Bewerbungstraining 2017

Für die Klassen V 9 und Z 10 fand in der Woche vom 30. Janurar bis 3. Februar ein Bewerbungsprojekt statt.
 
Auf dem Weg zu einer Ausbildungsstelle gilt es für die Bewerber zahlreiche Hürden zu überwinden. Die Bewerbungswoche bot den Schülerinnen und Schülern der Vorabschlussklassen V9 und Z10 vom 30. Januar bis 3. Februar die Möglichkeit, ihr Wissen rund um den Bewerbungsvorgang zu vertiefen, sich über Berufsfelder zu informieren und erste Kontakte zur Wirtschaft zu knüpfen.
 
Der erste Schritt zur Ausbildungsstelle ist die Suche nach passenden Stellenanzeigen. Frau Schwarz und Frau Richter sprachen mit den Schülerinnen und Schülern über Wege der Stellensuche, Inhalte der Stellenanzeigen und das Herausfiltern von Muss- und Kann-Kriterien.
Jedoch ist der schwierigste Teil der Ausbildungsplatzsuche das Erstellen der Bewerbungsmappe. Frau Dr. Schedl behandelte mit den Schülern die wesentlichen Inhalte der Mappe. Besonderes Augenmerk wurde auf das Anschreiben gelegt, aber auch die Wichtigkeit des passenden Bewerbungsfotos wurde hervorgehoben.
Bei Frau Mattes hatte man dann die Möglichkeit, seine eigene Bewerbungsmappe zu erstellen. Neben den inhaltlichen Faktoren gab sie Tipps zur ansprechenden und einheitlichen Gestaltung von Deckblatt, Lebenslauf und Anschreiben.
Der Bedeutung von Fremdsprachen trug Frau Bauer Rechnung. Sie formulierte mit den Schülern englische Redewendungen und verglich deutsche und englische Lebensläufe miteinander.
Bekommt der Bewerber eine Einladung zu einem Bewerbungsgespräch, sieht er sich heute als erstes mit einem Einstellungstest konfrontiert.
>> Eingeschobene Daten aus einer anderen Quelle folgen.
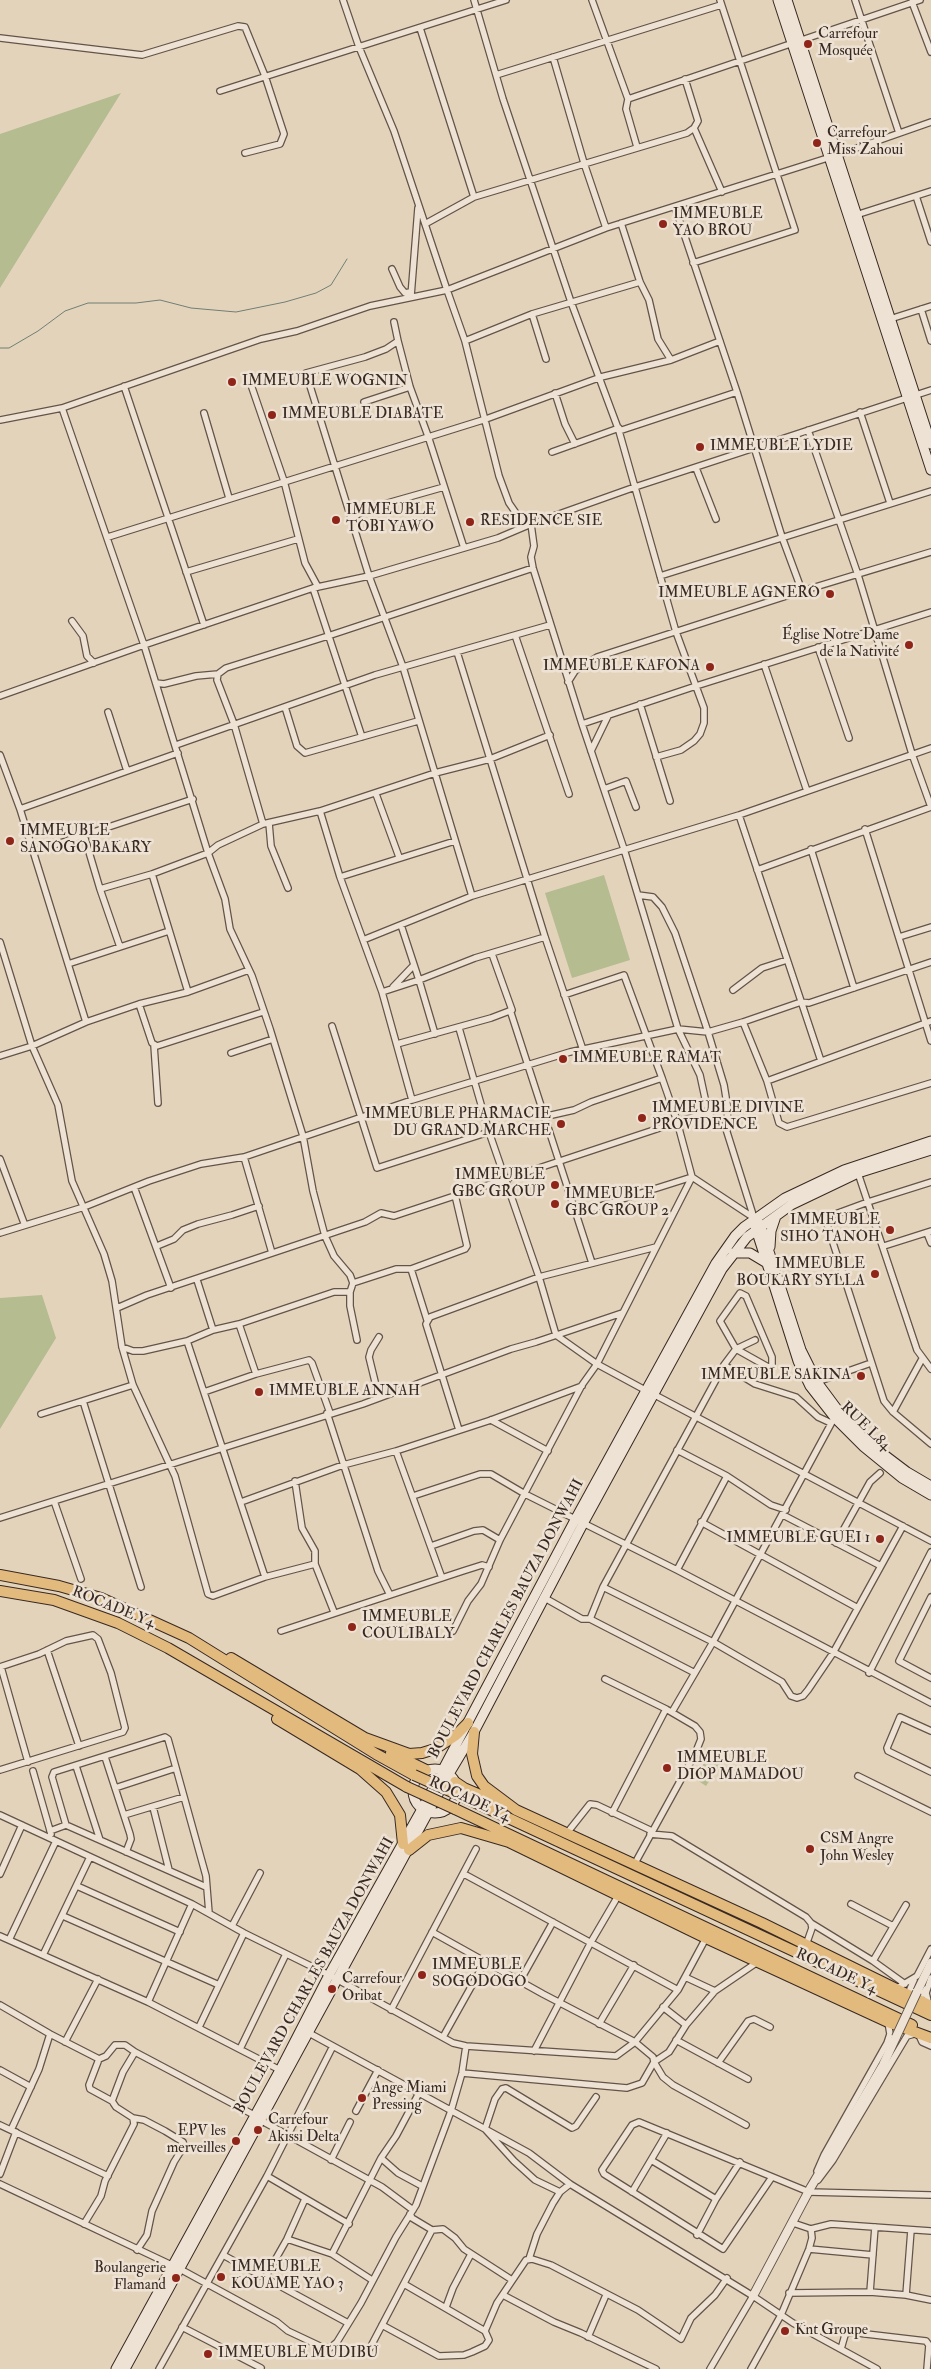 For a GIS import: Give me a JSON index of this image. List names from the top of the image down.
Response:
{
  "streets": {
    "highway": ["ROCADE Y4"],
    "main road": ["RUE L84", "BOULEVARD CHARLES BAUZA DONWAHI"]
  },
  "crossings": [
    ["RUE L84", "BOULEVARD CHARLES BAUZA DONWAHI"],
    ["ROCADE Y4", "BOULEVARD CHARLES BAUZA DONWAHI"]
  ],
  "places": [
    "Carrefour Mosquée",
    "Carrefour Miss Zahoui",
    "IMMEUBLE YAO BROU",
    "IMMEUBLE WOGNIN",
    "IMMEUBLE DIABATE",
    "IMMEUBLE LYDIE",
    "IMMEUBLE TOBI YAWO",
    "RESIDENCE SIE",
    "IMMEUBLE AGNERO",
    "Église Notre Dame de la Nativité",
    "IMMEUBLE KAFONA",
    "IMMEUBLE SANOGO BAKARY",
    "IMMEUBLE RAMAT",
    "IMMEUBLE DIVINE PROVIDENCE",
    "IMMEUBLE PHARMACIE DU GRAND MARCHE",
    "IMMEUBLE GBC GROUP",
    "IMMEUBLE GBC GROUP 2",
    "IMMEUBLE SIHO TANOH",
    "IMMEUBLE BOUKARY SYLLA",
    "IMMEUBLE SAKINA",
    "IMMEUBLE ANNAH",
    "IMMEUBLE GUEI 1",
    "IMMEUBLE COULIBALY",
    "IMMEUBLE DIOP MAMADOU",
    "CSM Angre John Wesley",
    "IMMEUBLE SOGODOGO",
    "Carrefour Oribat",
    "Ange Miami Pressing",
    "Carrefour Akissi Delta",
    "EPV les merveilles",
    "IMMEUBLE KOUAME YAO 3",
    "Boulangerie Flamand",
    "Knt Groupe",
    "IMMEUBLE MUDIBU"
  ]
} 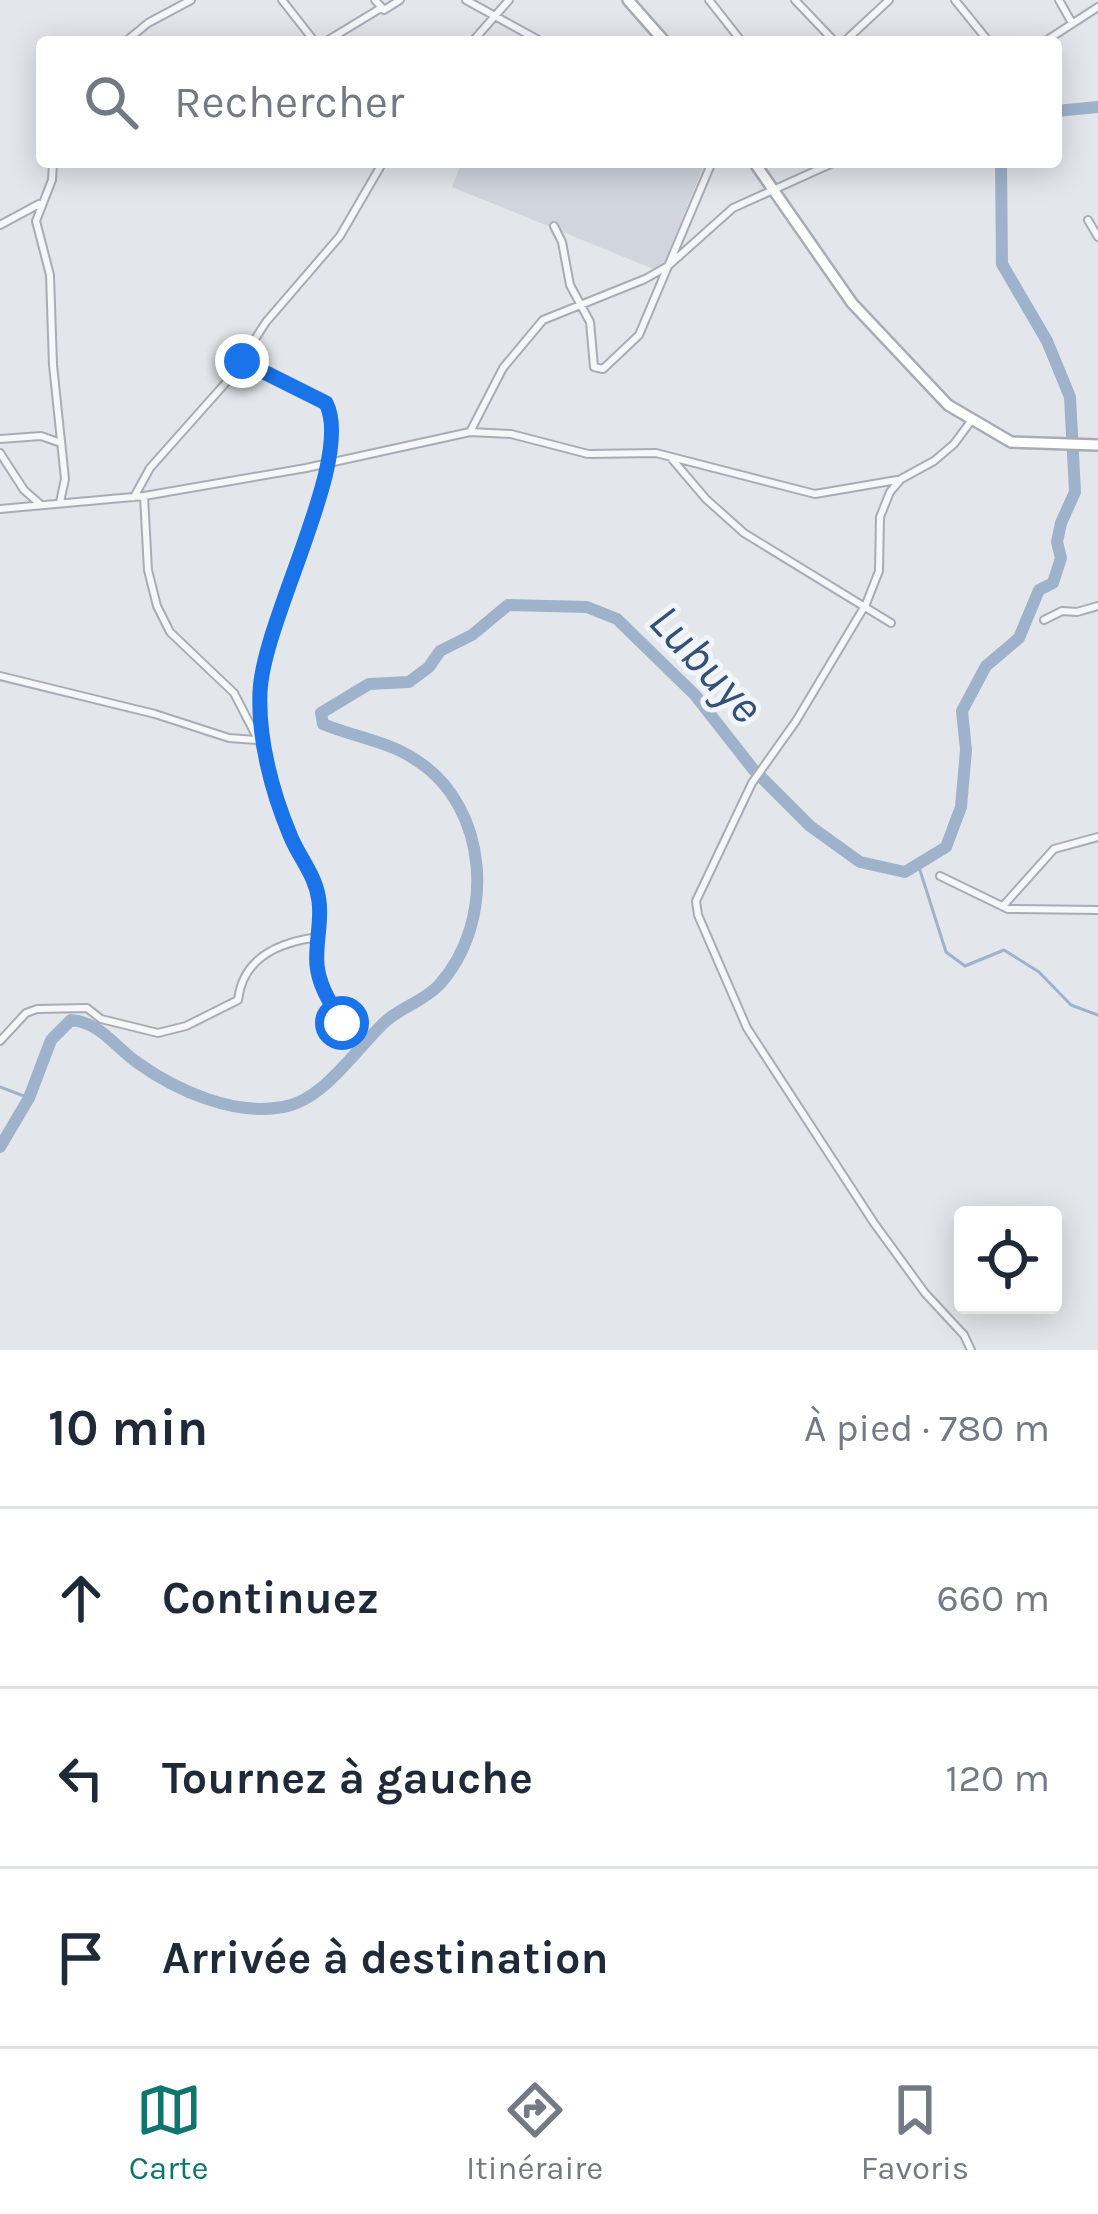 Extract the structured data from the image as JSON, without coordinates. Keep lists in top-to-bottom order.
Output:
{
  "water": ["Lubuye"],
  "page": {
    "search": "Rechercher",
    "heading": ["10 min", "À pied · 780 m"],
    "list": [
      ["Continuez", "660 m"],
      ["Tournez à gauche", "120 m"],
      "Arrivée à destination"
    ],
    "nav": ["Carte", "Itinéraire", "Favoris"]
  }
} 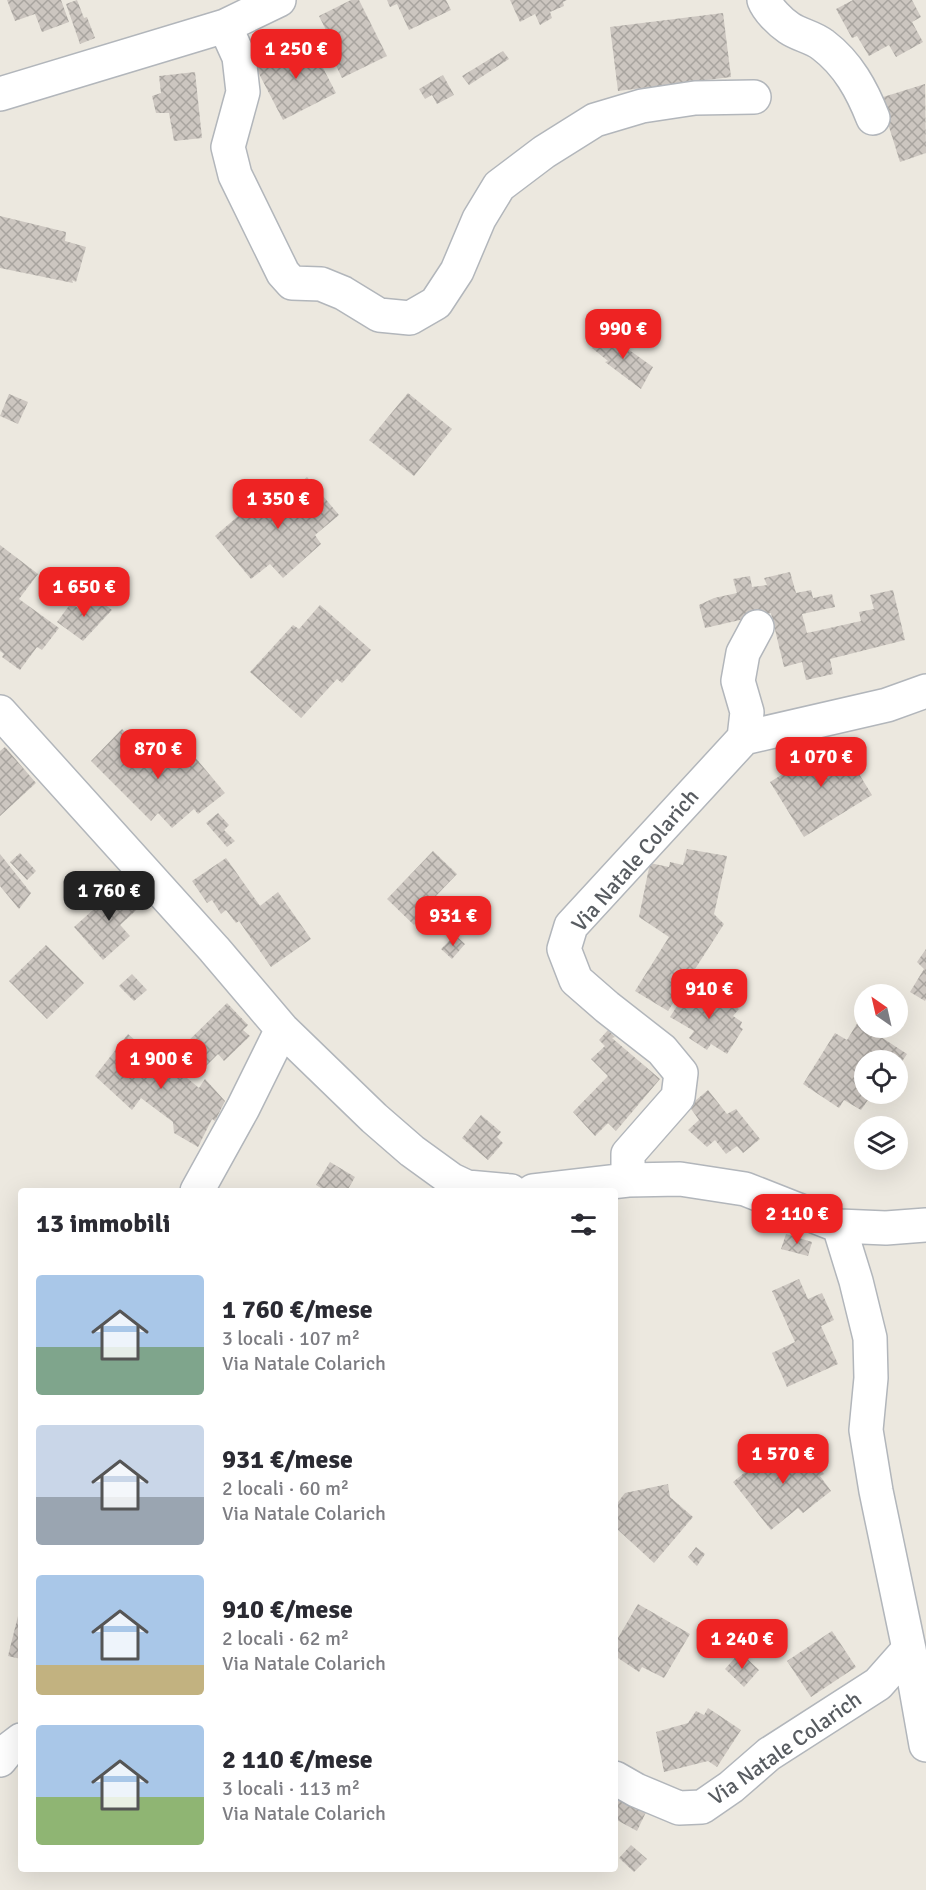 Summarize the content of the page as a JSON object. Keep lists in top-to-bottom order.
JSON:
{
  "streets": {
    "street": ["Via Natale Colarich"]
  },
  "north": "top left",
  "page": {
    "price": [
      "1 250 €",
      "990 €",
      "1 350 €",
      "1 650 €",
      "870 €",
      "1 070 €",
      "1 760 €",
      "931 €",
      "910 €",
      "1 900 €",
      "2 110 €",
      "1 570 €",
      "1 240 €"
    ],
    "heading": "13 immobili",
    "list": [
      {
        "name": "1 760 €/mese",
        "note": "3 locali · 107 m² · Via Natale Colarich"
      },
      {
        "name": "931 €/mese",
        "note": "2 locali · 60 m² · Via Natale Colarich"
      },
      {
        "name": "910 €/mese",
        "note": "2 locali · 62 m² · Via Natale Colarich"
      },
      {
        "name": "2 110 €/mese",
        "note": "3 locali · 113 m² · Via Natale Colarich"
      }
    ]
  }
} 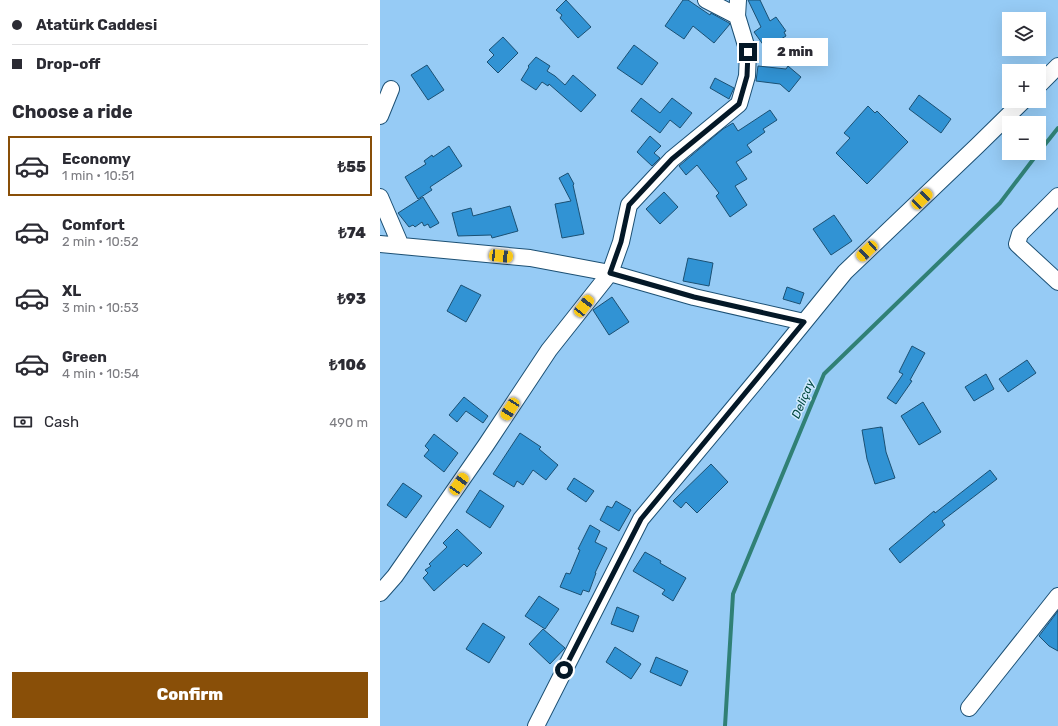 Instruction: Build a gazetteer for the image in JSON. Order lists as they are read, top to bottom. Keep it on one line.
{"water":["Deliçay"],"page":{"banner":["Atatürk Caddesi","Drop-off"],"map_buttons":["+","−"],"bubble":"2 min","heading":"Choose a ride","list":[{"name":"Economy","note":"1 min · 10:51","value":"₺55"},{"name":"Comfort","note":"2 min · 10:52","value":"₺74"},{"name":"XL","note":"3 min · 10:53","value":"₺93"},{"name":"Green","note":"4 min · 10:54","value":"₺106"}],"pay":["Cash","490 m"],"buttons":"Confirm"}}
Dies zu üben, ermöglichte Frau Trautmann von der Bundesagentur für Arbeit.
Tipps für das Vorstellungsgespräch gab es von Frau Schmid, Vertreterin des Schulpartners Sport- und Kurhotel Sonnenalp. Frau Petke informierte über das Einstellungsverfahren bei der Postbank und über das oft genutzte Verfahren des Assessment Centers. Bei Frau Richter konnte man an zwei Beispielen praktisch üben. So hieß es im Team einen Turm aus Strohhalmen zu bauen oder aus Papier einen Stuhl zu konstruieren, der ein Telefonbuch trägt.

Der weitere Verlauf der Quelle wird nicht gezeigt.